Though I have no grasp of the math, the theory behind
quantum physics has fired my imagination and propelled me along for over thirty
years. It is within the quantum that I find explanations for passing through
walls and bending the limits of space and time. Throw in super-string theories
and multiple dimensions and time-warp tunnels, and you have all you need to
grow a fantastic but perfectly plausible universe. Indeed, if quantum shows us
anything it is that everything is made of light; nothing is solid. And inside
everything are gateways to an inverse cosmos.
Add to that, a growing belief circulated around the
globe of a race of ‘star people,’ come here to assist planet Earth in her
transition into a new age of consciousness—indeed, they may have been here for
eons just waiting for this moment in cosmic history. (In truth, they have
probably been here through several such moments, playing midwife to the birth
of a new human.)
And that brings us to Prune. I’d be remiss if I didn’t
at least warn you about Prune. This is, after all, as much his story as it is
mine.
Perhaps the most genuine and unlikely character you
will meet on these pages, is Prune. He is neither a composite nor an invention.

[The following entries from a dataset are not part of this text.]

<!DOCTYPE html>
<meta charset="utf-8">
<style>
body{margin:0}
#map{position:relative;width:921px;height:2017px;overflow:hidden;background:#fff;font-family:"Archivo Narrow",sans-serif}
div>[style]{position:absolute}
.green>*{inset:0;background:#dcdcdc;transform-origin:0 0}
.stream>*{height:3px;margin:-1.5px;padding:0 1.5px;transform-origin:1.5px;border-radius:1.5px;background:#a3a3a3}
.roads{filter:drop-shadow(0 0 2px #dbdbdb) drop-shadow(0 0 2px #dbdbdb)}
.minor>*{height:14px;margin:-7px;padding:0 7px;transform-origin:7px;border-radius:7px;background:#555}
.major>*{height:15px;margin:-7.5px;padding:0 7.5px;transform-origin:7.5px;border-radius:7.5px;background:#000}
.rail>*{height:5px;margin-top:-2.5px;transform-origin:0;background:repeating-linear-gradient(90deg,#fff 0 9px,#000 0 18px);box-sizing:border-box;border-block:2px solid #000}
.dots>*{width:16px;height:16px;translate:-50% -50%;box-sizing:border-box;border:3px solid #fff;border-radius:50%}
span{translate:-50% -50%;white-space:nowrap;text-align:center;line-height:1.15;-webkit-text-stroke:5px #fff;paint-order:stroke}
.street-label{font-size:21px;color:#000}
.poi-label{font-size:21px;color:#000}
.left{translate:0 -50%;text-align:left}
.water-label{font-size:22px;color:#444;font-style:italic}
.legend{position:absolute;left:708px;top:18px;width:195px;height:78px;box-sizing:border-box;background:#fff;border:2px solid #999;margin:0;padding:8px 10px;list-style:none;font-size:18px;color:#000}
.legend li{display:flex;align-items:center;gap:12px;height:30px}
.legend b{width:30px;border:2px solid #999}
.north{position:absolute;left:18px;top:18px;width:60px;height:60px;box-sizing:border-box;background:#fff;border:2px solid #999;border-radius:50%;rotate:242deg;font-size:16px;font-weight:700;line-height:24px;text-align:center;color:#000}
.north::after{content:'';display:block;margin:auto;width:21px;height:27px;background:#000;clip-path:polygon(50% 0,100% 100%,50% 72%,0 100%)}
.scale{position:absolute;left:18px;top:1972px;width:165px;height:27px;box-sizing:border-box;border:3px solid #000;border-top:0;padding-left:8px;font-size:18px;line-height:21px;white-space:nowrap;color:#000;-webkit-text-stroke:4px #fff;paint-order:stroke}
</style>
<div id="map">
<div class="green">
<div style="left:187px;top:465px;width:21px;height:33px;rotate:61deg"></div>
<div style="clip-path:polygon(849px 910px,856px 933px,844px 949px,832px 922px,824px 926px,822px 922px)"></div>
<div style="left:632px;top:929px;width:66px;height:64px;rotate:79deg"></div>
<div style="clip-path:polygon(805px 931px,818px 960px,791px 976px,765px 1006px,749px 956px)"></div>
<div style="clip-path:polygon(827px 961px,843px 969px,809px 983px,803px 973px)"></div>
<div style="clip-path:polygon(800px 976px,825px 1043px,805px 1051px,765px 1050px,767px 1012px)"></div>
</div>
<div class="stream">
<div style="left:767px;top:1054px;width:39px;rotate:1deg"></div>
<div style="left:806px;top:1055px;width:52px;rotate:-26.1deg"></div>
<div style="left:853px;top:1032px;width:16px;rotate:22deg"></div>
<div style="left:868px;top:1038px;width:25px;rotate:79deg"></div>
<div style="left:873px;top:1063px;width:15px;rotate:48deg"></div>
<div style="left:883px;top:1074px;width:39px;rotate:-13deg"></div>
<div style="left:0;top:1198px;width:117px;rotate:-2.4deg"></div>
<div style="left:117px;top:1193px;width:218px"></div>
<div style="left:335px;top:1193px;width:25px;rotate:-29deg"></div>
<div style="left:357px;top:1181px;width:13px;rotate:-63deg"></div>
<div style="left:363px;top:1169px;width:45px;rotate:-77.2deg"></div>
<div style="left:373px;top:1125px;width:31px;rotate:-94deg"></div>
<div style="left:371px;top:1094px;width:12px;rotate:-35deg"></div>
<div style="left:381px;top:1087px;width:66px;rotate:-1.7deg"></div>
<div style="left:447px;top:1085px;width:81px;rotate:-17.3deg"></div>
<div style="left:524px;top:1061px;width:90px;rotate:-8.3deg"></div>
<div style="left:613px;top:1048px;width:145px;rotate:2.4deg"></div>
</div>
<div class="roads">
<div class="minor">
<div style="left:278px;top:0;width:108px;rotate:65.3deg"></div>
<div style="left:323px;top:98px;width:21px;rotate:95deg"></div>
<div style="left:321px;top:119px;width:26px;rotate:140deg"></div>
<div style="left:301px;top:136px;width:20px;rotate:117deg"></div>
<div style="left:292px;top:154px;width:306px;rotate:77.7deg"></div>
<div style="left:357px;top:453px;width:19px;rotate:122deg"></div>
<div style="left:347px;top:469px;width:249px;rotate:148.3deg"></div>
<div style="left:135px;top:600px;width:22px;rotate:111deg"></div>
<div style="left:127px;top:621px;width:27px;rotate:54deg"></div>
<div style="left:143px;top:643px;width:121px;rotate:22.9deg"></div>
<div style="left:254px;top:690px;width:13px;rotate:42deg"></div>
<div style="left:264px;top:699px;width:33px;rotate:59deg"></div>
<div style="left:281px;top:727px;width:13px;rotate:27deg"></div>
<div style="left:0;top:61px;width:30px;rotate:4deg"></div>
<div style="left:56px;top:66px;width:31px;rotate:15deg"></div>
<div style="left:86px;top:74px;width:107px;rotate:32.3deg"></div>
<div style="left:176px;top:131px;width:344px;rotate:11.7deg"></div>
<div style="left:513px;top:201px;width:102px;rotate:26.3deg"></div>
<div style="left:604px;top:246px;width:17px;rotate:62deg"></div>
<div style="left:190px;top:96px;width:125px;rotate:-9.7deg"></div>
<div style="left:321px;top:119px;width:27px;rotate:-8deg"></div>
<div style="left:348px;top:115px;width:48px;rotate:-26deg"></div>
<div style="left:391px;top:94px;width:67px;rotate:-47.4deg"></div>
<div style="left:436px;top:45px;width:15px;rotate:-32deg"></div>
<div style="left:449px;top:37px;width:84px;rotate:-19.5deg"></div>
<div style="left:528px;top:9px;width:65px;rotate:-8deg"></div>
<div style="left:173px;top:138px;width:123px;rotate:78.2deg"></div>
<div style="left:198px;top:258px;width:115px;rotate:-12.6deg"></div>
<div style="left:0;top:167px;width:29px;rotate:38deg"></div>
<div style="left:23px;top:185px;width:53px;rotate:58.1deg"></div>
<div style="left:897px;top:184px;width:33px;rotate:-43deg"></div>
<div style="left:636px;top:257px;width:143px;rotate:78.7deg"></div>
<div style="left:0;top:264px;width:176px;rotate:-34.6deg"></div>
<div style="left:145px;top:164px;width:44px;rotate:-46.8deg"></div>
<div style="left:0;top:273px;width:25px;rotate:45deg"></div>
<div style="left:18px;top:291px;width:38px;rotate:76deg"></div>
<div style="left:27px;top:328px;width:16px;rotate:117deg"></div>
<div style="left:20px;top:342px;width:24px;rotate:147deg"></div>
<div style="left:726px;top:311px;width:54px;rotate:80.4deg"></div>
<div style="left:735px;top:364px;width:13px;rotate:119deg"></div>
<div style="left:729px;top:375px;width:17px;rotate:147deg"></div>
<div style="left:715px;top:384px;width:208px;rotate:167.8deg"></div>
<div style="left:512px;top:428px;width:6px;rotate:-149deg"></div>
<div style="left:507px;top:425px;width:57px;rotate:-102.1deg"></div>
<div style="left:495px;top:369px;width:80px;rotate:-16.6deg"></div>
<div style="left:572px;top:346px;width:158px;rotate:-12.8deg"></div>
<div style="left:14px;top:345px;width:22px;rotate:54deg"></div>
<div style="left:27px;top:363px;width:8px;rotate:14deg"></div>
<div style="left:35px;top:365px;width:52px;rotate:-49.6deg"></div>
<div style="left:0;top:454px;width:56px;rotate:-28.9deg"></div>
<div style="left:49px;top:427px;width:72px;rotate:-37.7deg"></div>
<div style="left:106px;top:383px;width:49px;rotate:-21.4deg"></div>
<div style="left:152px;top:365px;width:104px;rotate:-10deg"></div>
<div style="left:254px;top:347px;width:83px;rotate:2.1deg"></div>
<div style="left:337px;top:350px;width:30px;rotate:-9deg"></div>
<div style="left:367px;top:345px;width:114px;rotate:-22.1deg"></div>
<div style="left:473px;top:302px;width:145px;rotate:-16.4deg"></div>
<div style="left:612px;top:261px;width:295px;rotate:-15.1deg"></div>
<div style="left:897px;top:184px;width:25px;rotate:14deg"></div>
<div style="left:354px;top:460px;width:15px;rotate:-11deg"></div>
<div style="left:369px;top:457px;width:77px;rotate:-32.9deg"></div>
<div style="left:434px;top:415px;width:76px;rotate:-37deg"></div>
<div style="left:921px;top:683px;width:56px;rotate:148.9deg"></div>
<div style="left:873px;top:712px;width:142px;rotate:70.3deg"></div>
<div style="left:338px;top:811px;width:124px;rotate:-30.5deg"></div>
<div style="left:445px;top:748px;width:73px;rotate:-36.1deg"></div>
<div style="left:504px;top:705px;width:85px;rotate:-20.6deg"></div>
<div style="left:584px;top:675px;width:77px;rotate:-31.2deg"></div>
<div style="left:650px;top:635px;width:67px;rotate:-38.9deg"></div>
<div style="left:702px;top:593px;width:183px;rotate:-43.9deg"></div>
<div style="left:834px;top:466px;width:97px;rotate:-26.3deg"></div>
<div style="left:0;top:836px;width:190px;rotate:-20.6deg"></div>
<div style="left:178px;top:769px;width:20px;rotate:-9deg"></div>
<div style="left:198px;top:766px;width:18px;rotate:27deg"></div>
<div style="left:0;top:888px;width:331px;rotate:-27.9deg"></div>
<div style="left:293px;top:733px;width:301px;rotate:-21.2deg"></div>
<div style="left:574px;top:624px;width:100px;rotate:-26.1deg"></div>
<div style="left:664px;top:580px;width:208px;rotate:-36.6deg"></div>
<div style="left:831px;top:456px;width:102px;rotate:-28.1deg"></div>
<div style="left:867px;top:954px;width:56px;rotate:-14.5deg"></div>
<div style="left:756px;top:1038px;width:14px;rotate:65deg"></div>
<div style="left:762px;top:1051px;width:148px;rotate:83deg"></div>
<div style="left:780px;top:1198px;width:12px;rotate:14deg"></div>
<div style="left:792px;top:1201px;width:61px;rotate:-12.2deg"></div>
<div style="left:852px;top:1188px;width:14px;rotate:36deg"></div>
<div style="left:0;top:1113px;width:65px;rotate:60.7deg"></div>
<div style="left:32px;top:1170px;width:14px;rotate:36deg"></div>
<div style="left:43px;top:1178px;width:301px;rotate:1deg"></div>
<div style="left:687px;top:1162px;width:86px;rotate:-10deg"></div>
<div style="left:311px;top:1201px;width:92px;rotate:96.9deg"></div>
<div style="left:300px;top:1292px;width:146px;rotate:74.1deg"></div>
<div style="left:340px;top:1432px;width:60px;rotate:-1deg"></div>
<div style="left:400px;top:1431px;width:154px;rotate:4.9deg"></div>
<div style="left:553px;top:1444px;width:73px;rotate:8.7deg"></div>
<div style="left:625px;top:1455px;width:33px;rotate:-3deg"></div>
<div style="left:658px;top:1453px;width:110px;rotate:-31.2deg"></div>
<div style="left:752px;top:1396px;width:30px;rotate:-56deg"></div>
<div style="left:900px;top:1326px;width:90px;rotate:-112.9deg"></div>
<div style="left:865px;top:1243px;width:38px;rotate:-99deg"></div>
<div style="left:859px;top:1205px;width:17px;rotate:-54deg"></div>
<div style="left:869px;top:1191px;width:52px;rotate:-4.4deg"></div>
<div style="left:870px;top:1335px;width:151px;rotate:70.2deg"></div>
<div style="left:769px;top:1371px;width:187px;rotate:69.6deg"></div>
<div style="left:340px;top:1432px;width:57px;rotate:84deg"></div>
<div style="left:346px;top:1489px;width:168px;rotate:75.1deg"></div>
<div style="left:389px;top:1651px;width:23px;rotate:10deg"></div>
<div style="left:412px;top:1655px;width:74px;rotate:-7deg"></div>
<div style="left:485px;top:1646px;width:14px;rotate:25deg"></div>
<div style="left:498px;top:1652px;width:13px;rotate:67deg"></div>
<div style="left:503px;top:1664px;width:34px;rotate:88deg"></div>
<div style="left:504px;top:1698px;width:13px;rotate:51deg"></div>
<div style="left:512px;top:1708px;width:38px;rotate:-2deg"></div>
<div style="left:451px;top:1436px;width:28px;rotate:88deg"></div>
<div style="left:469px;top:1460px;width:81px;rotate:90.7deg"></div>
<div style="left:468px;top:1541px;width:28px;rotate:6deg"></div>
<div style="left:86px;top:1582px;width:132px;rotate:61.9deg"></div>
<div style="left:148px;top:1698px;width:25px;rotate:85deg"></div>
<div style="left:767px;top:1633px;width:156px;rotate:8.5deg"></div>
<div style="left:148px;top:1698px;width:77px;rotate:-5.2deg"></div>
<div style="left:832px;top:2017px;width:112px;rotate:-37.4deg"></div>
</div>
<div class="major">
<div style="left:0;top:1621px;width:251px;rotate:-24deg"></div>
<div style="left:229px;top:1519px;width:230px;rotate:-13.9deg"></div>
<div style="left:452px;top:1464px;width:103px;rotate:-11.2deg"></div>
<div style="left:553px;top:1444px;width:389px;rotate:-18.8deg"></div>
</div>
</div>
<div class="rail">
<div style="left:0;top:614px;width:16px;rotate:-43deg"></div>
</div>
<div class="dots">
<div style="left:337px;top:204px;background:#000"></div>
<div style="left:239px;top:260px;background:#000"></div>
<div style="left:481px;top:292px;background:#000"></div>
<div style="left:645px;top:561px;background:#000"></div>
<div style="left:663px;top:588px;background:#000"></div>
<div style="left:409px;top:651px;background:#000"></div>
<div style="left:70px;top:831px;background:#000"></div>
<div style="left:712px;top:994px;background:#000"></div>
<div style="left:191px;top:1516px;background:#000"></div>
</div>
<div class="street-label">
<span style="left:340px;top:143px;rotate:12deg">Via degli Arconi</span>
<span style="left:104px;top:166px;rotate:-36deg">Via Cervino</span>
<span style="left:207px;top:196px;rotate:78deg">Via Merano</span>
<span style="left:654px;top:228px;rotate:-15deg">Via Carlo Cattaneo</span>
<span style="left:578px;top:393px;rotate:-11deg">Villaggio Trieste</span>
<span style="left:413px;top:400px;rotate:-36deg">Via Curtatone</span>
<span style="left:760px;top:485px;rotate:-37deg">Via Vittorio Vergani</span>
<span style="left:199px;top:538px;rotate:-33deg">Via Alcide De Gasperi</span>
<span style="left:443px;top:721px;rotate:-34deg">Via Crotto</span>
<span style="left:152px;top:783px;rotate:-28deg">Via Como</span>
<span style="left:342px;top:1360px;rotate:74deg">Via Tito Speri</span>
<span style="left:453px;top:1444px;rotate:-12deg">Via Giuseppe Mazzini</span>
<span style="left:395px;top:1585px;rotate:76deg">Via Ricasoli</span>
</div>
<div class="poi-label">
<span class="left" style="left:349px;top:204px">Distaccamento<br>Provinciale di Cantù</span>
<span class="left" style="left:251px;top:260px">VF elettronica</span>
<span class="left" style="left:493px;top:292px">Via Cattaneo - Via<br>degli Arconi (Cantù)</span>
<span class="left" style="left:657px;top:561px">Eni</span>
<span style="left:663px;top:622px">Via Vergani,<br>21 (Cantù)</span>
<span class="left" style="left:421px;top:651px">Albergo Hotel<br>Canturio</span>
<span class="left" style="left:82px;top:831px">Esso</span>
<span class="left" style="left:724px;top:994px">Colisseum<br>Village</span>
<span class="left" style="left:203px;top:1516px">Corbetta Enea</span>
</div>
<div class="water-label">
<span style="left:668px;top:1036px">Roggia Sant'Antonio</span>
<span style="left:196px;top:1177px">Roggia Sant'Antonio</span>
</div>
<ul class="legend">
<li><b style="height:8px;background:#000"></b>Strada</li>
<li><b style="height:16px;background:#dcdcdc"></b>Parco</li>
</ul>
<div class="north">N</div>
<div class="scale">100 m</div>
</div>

In fact, Prune has been with me since childhood, embodying my earliest
memories. Something of a quasi-mystic guide or harbinger of change, Prune
claims to have come here from deep in interstellar space, on a mission. (He is
also a thief and a liar, but that’s a whole other can of noodles.) The amazing
thing, most uncanny, is Prune’s ability to turn into anything at any time,
whether he wants to or not, just by thinking of it—very tricky, and wrought
with hazards.
And he seems to have been on planet Earth forever; so
long, in fact, he can’t always remember why he came here in the first place.

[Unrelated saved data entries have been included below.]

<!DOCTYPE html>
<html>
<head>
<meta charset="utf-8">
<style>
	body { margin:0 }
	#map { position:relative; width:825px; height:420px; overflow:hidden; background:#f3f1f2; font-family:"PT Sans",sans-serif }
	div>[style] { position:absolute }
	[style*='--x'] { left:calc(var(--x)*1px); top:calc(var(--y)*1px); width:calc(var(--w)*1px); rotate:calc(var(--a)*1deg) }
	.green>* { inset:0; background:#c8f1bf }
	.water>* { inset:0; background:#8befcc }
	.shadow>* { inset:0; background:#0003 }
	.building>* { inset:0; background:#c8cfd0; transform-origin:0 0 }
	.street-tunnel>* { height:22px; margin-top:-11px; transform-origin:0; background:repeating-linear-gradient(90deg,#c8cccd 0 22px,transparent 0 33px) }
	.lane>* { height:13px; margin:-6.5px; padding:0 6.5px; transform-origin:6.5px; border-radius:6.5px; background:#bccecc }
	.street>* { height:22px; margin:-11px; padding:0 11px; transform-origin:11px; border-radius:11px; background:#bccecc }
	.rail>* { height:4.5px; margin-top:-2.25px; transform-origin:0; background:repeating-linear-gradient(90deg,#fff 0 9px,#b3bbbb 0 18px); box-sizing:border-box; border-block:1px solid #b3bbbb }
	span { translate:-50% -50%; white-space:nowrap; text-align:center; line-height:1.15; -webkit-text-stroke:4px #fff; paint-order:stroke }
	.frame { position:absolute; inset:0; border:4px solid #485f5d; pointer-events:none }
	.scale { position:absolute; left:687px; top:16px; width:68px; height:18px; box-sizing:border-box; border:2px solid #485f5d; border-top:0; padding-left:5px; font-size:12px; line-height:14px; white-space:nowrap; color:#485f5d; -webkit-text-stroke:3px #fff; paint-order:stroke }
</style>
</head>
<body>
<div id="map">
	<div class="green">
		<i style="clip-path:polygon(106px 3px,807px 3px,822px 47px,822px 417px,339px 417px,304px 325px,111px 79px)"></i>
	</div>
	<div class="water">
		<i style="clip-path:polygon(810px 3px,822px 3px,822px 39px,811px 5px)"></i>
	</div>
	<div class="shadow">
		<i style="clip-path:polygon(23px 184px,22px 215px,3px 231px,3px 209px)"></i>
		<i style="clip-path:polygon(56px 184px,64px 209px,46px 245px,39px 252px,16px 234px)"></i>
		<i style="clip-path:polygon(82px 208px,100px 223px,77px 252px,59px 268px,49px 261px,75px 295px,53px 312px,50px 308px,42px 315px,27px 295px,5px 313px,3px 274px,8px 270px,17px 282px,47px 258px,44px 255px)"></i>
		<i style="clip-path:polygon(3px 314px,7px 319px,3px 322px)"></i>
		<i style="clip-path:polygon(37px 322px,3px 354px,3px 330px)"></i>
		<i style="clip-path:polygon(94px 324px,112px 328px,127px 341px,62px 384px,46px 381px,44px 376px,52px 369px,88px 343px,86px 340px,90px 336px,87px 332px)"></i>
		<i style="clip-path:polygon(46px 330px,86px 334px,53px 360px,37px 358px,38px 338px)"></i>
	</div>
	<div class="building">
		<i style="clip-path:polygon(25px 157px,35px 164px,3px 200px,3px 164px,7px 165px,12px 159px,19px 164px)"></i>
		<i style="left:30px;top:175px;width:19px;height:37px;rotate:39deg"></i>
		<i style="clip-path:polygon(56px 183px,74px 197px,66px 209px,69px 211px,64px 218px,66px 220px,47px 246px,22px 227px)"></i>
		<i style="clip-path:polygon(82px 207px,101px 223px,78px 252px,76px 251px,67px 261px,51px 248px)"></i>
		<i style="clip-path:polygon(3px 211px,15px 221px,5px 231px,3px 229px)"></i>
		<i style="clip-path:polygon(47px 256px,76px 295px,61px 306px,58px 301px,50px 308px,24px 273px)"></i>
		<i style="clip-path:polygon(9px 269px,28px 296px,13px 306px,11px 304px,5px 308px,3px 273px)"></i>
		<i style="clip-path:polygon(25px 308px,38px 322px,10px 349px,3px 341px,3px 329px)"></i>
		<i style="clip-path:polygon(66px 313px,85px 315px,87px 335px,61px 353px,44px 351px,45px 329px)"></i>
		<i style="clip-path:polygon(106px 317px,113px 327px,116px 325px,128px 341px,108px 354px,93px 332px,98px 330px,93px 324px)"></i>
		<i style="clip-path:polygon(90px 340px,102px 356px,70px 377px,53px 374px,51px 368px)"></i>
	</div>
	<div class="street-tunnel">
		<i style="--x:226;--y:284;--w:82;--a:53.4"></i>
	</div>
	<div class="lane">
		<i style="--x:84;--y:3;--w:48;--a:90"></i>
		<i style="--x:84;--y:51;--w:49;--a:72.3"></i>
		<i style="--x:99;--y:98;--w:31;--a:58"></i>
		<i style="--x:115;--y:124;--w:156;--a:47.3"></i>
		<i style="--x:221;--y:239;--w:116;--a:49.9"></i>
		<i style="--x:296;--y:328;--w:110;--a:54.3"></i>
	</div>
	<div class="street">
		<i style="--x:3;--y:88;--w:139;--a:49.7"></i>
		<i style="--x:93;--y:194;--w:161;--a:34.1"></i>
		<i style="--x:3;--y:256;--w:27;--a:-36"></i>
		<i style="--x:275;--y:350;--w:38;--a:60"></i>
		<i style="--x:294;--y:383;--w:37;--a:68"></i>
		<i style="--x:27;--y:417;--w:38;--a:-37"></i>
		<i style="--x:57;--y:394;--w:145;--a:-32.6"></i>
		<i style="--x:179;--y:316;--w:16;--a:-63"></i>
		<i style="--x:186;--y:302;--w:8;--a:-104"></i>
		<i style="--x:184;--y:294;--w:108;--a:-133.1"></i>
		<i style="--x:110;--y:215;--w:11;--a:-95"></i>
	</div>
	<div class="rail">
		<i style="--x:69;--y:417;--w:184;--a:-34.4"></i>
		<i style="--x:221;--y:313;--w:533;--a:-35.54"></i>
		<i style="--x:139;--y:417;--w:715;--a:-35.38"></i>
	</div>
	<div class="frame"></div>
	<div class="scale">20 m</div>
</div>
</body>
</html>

Under the human influence for so many lifetimes, he has developed a brain
cloud, causing his consciousness to blink on and off like a neon sign with an
electrical short. Fortunately, as a harbinger he is not required to do much
more than show up looking as good as someone several thousand years old
could possibly look.
Now whether or not you buy into any of this, is not my
concern. But it helps me—it may not help you at all—but it helps me to better
understand Prune’s intrusion into my life. I might be wrong. We might all be
wrong. The truth might be so outlandish as to be beyond our ability to even
imagine it. One thing I do know, is that Prune continues to be the most real
and alive thing I have ever known on any plane of existence. The night
he disappeared, I was sure I was going to die. Did, in fact. It was the longest
night of my life, the most terrible and perplexing and sweet.